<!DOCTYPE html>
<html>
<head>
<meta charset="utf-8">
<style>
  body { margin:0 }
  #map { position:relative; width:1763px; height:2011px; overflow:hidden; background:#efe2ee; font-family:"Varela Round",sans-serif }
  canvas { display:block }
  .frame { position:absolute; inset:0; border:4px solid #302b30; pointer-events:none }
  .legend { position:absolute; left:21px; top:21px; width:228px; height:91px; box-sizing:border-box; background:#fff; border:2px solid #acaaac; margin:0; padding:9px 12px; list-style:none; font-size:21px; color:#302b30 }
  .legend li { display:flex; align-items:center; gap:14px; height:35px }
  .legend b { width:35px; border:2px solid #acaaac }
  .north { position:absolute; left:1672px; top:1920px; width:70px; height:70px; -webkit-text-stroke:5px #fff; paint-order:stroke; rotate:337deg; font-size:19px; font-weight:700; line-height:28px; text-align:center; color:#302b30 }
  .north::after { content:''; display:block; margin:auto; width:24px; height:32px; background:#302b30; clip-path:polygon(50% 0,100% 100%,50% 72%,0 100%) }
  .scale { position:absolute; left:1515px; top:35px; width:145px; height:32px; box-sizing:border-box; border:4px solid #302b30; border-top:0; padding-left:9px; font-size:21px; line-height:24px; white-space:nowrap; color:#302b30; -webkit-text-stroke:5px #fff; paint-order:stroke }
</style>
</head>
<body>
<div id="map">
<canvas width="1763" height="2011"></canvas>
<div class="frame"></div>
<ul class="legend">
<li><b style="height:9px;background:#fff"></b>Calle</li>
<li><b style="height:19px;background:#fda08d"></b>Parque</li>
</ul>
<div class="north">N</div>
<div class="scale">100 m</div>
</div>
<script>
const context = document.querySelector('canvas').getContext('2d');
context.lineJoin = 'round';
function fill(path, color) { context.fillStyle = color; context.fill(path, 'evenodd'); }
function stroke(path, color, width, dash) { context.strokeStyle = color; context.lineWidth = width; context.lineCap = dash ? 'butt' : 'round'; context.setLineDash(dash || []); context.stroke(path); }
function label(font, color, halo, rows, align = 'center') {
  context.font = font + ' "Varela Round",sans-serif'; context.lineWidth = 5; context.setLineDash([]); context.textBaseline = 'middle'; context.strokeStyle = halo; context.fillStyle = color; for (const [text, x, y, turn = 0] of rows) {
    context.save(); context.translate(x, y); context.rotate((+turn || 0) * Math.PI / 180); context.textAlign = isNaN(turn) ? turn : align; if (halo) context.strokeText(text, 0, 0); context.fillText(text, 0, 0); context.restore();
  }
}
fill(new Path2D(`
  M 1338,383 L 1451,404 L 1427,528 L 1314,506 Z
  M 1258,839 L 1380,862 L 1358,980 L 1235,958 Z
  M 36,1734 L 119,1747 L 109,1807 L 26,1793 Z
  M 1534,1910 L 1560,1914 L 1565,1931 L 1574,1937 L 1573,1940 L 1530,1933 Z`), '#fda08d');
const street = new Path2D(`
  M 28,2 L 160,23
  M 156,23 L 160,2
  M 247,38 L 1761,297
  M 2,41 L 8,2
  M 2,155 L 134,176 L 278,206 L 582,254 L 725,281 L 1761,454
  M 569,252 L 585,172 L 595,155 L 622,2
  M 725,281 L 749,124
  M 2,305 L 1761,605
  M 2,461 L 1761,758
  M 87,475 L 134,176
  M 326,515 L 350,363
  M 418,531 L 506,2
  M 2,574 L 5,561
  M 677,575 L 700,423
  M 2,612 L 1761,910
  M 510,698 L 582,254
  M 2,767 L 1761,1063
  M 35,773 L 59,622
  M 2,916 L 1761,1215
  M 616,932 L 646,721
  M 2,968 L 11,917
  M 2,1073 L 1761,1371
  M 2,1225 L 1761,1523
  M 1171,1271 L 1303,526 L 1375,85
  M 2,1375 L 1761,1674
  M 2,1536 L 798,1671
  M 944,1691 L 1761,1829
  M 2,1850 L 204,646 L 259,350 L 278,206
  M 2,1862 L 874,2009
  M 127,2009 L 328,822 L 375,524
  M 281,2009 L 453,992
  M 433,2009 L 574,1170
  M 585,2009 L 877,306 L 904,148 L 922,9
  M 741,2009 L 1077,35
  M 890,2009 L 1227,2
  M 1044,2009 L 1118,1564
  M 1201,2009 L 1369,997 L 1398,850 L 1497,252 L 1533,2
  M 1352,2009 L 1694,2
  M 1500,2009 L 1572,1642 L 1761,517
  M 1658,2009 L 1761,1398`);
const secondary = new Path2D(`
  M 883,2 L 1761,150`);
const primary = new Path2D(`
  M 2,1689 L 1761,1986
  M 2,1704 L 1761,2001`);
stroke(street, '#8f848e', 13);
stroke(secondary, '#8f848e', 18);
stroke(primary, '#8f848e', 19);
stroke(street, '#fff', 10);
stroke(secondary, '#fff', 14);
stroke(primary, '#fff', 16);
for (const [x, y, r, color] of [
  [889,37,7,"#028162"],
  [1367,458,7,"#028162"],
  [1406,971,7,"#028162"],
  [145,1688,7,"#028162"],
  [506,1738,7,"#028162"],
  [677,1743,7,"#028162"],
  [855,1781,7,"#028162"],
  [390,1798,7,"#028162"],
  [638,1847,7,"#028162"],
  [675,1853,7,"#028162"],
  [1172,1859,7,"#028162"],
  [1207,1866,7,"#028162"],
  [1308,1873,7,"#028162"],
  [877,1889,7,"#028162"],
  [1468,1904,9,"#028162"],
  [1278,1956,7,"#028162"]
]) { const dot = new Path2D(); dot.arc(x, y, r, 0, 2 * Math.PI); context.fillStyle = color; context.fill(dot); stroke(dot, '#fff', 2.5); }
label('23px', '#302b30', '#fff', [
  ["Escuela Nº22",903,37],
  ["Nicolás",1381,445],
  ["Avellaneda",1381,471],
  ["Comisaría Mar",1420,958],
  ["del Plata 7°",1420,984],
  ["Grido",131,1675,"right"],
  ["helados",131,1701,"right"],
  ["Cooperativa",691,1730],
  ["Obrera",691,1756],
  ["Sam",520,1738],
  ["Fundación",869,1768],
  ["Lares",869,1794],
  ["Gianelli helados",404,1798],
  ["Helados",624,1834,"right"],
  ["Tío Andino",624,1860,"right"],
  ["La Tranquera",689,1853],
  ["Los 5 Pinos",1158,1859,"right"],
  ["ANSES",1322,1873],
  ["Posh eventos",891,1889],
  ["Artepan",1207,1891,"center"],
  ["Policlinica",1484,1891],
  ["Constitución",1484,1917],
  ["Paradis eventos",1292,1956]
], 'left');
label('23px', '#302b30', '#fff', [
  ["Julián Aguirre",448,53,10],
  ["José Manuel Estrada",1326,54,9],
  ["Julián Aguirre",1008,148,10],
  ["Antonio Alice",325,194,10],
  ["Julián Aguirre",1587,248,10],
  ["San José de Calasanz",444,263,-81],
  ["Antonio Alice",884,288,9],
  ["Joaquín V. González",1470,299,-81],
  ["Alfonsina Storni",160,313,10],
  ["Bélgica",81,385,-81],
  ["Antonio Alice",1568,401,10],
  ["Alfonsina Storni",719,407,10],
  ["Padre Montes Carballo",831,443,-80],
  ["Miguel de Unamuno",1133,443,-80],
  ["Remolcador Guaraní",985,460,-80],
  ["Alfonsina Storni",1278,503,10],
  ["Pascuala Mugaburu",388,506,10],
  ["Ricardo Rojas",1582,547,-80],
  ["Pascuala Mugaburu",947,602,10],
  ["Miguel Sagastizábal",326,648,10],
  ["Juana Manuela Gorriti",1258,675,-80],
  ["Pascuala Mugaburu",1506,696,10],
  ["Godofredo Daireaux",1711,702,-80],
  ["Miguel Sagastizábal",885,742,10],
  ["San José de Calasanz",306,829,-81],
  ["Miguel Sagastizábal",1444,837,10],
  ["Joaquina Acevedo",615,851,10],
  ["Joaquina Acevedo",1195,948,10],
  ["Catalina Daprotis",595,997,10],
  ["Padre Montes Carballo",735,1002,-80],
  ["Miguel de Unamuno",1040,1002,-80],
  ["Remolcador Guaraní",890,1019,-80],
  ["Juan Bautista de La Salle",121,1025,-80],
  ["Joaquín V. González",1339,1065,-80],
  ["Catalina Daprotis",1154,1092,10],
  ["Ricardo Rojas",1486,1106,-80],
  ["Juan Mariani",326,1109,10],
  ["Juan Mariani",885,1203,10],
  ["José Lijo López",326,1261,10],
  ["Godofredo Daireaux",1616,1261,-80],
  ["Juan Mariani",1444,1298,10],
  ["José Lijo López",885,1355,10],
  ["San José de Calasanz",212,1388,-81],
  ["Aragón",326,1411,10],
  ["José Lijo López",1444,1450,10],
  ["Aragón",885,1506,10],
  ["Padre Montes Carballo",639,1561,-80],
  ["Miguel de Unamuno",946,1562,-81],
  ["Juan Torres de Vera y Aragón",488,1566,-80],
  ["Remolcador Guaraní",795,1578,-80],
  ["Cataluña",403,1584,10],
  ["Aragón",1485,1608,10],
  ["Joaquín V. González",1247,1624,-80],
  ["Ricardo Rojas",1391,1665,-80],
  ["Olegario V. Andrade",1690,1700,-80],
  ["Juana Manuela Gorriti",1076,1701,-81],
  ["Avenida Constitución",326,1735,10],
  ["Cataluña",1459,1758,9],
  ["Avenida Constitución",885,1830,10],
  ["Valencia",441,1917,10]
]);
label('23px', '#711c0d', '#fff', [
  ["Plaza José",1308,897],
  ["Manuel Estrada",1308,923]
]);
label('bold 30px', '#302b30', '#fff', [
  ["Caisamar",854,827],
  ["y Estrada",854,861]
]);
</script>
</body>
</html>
----------
What you will do: Every line from the first entry to the line containing "position:absolute; left:1672px; top:1920px;" should be transcribed exactly, and nothing beyond it.

Task result:
<!DOCTYPE html>
<html>
<head>
<meta charset="utf-8">
<style>
  body { margin:0 }
  #map { position:relative; width:1763px; height:2011px; overflow:hidden; background:#efe2ee; font-family:"Varela Round",sans-serif }
  canvas { display:block }
  .frame { position:absolute; inset:0; border:4px solid #302b30; pointer-events:none }
  .legend { position:absolute; left:21px; top:21px; width:228px; height:91px; box-sizing:border-box; background:#fff; border:2px solid #acaaac; margin:0; padding:9px 12px; list-style:none; font-size:21px; color:#302b30 }
  .legend li { display:flex; align-items:center; gap:14px; height:35px }
  .legend b { width:35px; border:2px solid #acaaac }
  .north { position:absolute; left:1672px; top:1920px; width:70px; height:70px; -webkit-text-stroke:5px #fff; paint-order:stroke; rotate:337deg; font-size:19px; font-weight:700; line-height:28px; text-align:center; color:#302b30 }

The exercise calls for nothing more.